Brent Sr., who refuses to give his family name or their location more specific than the Carolina Mountains to protect their location, decided to construct a castle -- complete with drawbridge, portcullis and underground bunker -- to prepare for doomsday.
Brent Sr. and some of his 10 children are the stars of a new show on National Geographic, "Doomsday Castle," a spinoff of "Doomsday Preppers," premiering on Tuesday at 10 p.m.
Their motives may seem a little extreme, and while they may be the latest in a long string of strange families featured for reality shows -- think Honey Boo Boo, Jon and Kate, or the Duck Dynasty guys -- Brent and his family are really living this off-the-grid lifestyle.

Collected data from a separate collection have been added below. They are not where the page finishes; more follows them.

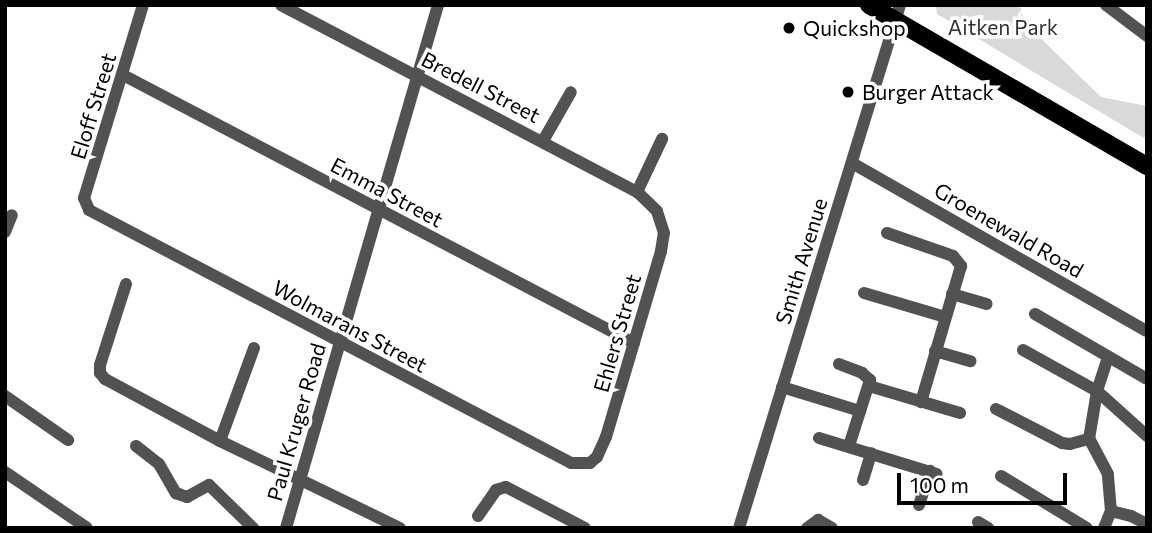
<!DOCTYPE html>
<html>
<head>
<meta charset="utf-8">
<style>
	body { margin:0 }
	#map { position:relative; width:1152px; height:533px; overflow:hidden; background:#fff; font-family:Commissioner,sans-serif }
	div>[style] { position:absolute }
	.green>* { inset:0; background:#d9d9d9 }
	.minor>* { height:12px; margin:-6px; padding:0 6px; transform-origin:6px; border-radius:6px; background:#525252 }
	.primary>* { height:18px; margin:-9px; padding:0 9px; transform-origin:9px; border-radius:9px; background:#000 }
	.dots>* { width:19px; height:19px; translate:-50% -50%; box-sizing:border-box; border:4px solid #fff; border-radius:50% }
	span { translate:-50% -50%; white-space:nowrap; text-align:center; line-height:1.15; -webkit-text-stroke:7px #fff; paint-order:stroke }
	.park-label { font-size:21px; color:#303030 }
	.poi-label { font-size:21px; color:#000 }
	.left { translate:0 -50%; text-align:left }
	.street-label { font-size:21px; color:#000 }
	.frame { position:absolute; inset:0; border:7px solid #000; pointer-events:none }
	.scale { position:absolute; left:897px; top:473px; width:170px; height:32px; box-sizing:border-box; border:4px solid #000; border-top:0; padding-left:9px; font-size:21px; line-height:24px; white-space:nowrap; color:#000; -webkit-text-stroke:5px #fff; paint-order:stroke }
</style>
</head>
<body>
<div id="map">
	<div class="green">
		<i style="clip-path:polygon(936px 5px,1020px 5px,1025px 23px,1101px 97px,1147px 106px,1147px 140px,937px 14px)"></i>
	</div>
	<div class="minor">
		<i style="left:143px;top:5px;width:202px;rotate:107deg"></i>
		<i style="left:84px;top:198px;width:13px;rotate:67deg"></i>
		<i style="left:89px;top:210px;width:544px;rotate:27.69deg"></i>
		<i style="left:571px;top:463px;width:19px"></i>
		<i style="left:590px;top:463px;width:9px;rotate:-41deg"></i>
		<i style="left:597px;top:457px;width:22px;rotate:-66deg"></i>
		<i style="left:606px;top:437px;width:194px;rotate:-73.5deg"></i>
		<i style="left:661px;top:251px;width:18px;rotate:-81deg"></i>
		<i style="left:664px;top:233px;width:23px;rotate:-108deg"></i>
		<i style="left:657px;top:211px;width:28px;rotate:-136deg"></i>
		<i style="left:637px;top:192px;width:402px;rotate:-152.3deg"></i>
		<i style="left:1106px;top:5px;width:51px;rotate:37.1deg"></i>
		<i style="left:123px;top:75px;width:577px;rotate:27.68deg"></i>
		<i style="left:543px;top:141px;width:56px;rotate:-60.3deg"></i>
		<i style="left:852px;top:163px;width:339px;rotate:29.7deg"></i>
		<i style="left:637px;top:192px;width:59px;rotate:-64.7deg"></i>
		<i style="left:5px;top:232px;width:18px;rotate:-68deg"></i>
		<i style="left:887px;top:233px;width:70px;rotate:19.2deg"></i>
		<i style="left:953px;top:256px;width:13px;rotate:51deg"></i>
		<i style="left:961px;top:266px;width:142px;rotate:106.4deg"></i>
		<i style="left:126px;top:284px;width:85px;rotate:107.8deg"></i>
		<i style="left:100px;top:365px;width:8px;rotate:90deg"></i>
		<i style="left:100px;top:373px;width:8px;rotate:50deg"></i>
		<i style="left:105px;top:379px;width:131px;rotate:28.3deg"></i>
		<i style="left:220px;top:441px;width:200px;rotate:25.8deg"></i>
		<i style="left:864px;top:293px;width:84px;rotate:16.5deg"></i>
		<i style="left:952px;top:294px;width:36px;rotate:16deg"></i>
		<i style="left:1035px;top:314px;width:129px;rotate:30.1deg"></i>
		<i style="left:1023px;top:350px;width:85px;rotate:29deg"></i>
		<i style="left:1097px;top:391px;width:67px;rotate:42deg"></i>
		<i style="left:935px;top:351px;width:37px;rotate:16deg"></i>
		<i style="left:839px;top:364px;width:25px;rotate:21deg"></i>
		<i style="left:862px;top:373px;width:11px;rotate:41deg"></i>
		<i style="left:870px;top:380px;width:69px;rotate:107.7deg"></i>
		<i style="left:869px;top:386px;width:95px;rotate:16.5deg"></i>
		<i style="left:782px;top:387px;width:82px;rotate:17.1deg"></i>
		<i style="left:5px;top:396px;width:77px;rotate:34.9deg"></i>
		<i style="left:996px;top:409px;width:74px;rotate:27.3deg"></i>
		<i style="left:1062px;top:443px;width:8px;rotate:7deg"></i>
		<i style="left:1070px;top:444px;width:20px;rotate:-15deg"></i>
		<i style="left:819px;top:438px;width:123px;rotate:17deg"></i>
		<i style="left:220px;top:441px;width:99px;rotate:-69.9deg"></i>
		<i style="left:136px;top:446px;width:29px;rotate:38deg"></i>
		<i style="left:159px;top:464px;width:34px;rotate:60deg"></i>
		<i style="left:176px;top:493px;width:12px;rotate:20deg"></i>
		<i style="left:187px;top:497px;width:25px;rotate:-29deg"></i>
		<i style="left:209px;top:485px;width:62px;rotate:44.3deg"></i>
		<i style="left:5px;top:472px;width:99px;rotate:34.3deg"></i>
		<i style="left:1001px;top:476px;width:100px;rotate:31.2deg"></i>
		<i style="left:863px;top:480px;width:28px;rotate:-73deg"></i>
		<i style="left:919px;top:505px;width:36px;rotate:-72deg"></i>
		<i style="left:1111px;top:511px;width:21px;rotate:14deg"></i>
		<i style="left:1131px;top:516px;width:18px;rotate:27deg"></i>
		<i style="left:478px;top:516px;width:32px;rotate:-55deg"></i>
		<i style="left:496px;top:490px;width:10px;rotate:-17deg"></i>
		<i style="left:506px;top:487px;width:89px;rotate:27.4deg"></i>
		<i style="left:978px;top:522px;width:12px;rotate:31deg"></i>
		<i style="left:286px;top:528px;width:545px;rotate:-73.79deg"></i>
		<i style="left:739px;top:528px;width:547px;rotate:-72.89deg"></i>
		<i style="left:807px;top:528px;width:14px;rotate:-36deg"></i>
		<i style="left:818px;top:520px;width:16px;rotate:30deg"></i>
		<i style="left:1104px;top:528px;width:18px;rotate:-68deg"></i>
		<i style="left:1111px;top:511px;width:37px;rotate:-95deg"></i>
		<i style="left:1108px;top:474px;width:40px;rotate:-118deg"></i>
		<i style="left:1089px;top:439px;width:49px;rotate:-80.5deg"></i>
		<i style="left:1097px;top:391px;width:36px;rotate:-72deg"></i>
	</div>
	<div class="primary">
		<i style="left:869px;top:5px;width:321px;rotate:30.1deg"></i>
	</div>
	<div class="dots">
		<i style="left:789px;top:28px;background:#000"></i>
		<i style="left:848px;top:92px;background:#000"></i>
	</div>
	<div class="park-label">
		<span style="left:1003px;top:27px">Aitken Park</span>
	</div>
	<div class="poi-label">
		<span class="left" style="left:803px;top:28px">Quickshop</span>
		<span class="left" style="left:862px;top:92px">Burger Attack</span>
	</div>
	<div class="street-label">
		<span style="left:481px;top:87px;rotate:27deg">Bredell Street</span>
		<span style="left:93px;top:106px;rotate:-73deg">Eloff Street</span>
		<span style="left:387px;top:192px;rotate:28deg">Emma Street</span>
		<span style="left:1009px;top:230px;rotate:30deg">Groenewald Road</span>
		<span style="left:801px;top:261px;rotate:-73deg">Smith Avenue</span>
		<span style="left:350px;top:326px;rotate:28deg">Wolmarans Street</span>
		<span style="left:617px;top:333px;rotate:-74deg">Ehlers Street</span>
		<span style="left:296px;top:422px;rotate:-74deg">Paul Kruger Road</span>
	</div>
	<div class="frame"></div>
	<div class="scale">100 m</div>
</div>
</body>
</html>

When a computer glitch didn't bring on chaos on Jan. 1, 2001, Brent Sr. said his fears calmed for a bit, but then he decided an electromagnetic pulse could knock out the world's computers.
The castle, he says, would be to protect against marauders, stock supplies, and even wait out hurricanes.
"Most people have enough food for about 10 days," Brent Sr. said. "If there are no trucks to replenish the food supply, though, that's a major problem.
"If the government isn't there to help them out, fighting and looting will eventually start -- like you saw during Hurricane Katrina -- and could eventually reach the countryside."
"The calmest person in the world will turn into a savage if he sees his baby crying and his children go hungry. I built the castle to defend against marauders and to have a place that could function without electricity."
"When immorality gets to the point where we are at in our society, if God doesn't bring wrath, he removes his hand and [lets bad things happen]," Brent Sr. explains. "But there will be a time, I do believe, when the wrath will come and the end will come, and the Book of Revelation will come true."
Brent II, Brent Sr.'s son, was estranged from his family and was the one to call National Geographic for "Doomsday Preppers." He said that, while he doesn't buy into his dad's fear of a disaster, the lifestyle is healthy and it's helping him reconnect to his family.
"When I first told my dad [about calling the casting directors], he nearly disowned me," Brent II said. "But I kept working on him, and he eventually agreed that it'd be good to get this message about prepping out there."
"I think it's a very pessimistic view," he added. "But I do think it's a good idea to have a place to wait out hurricanes."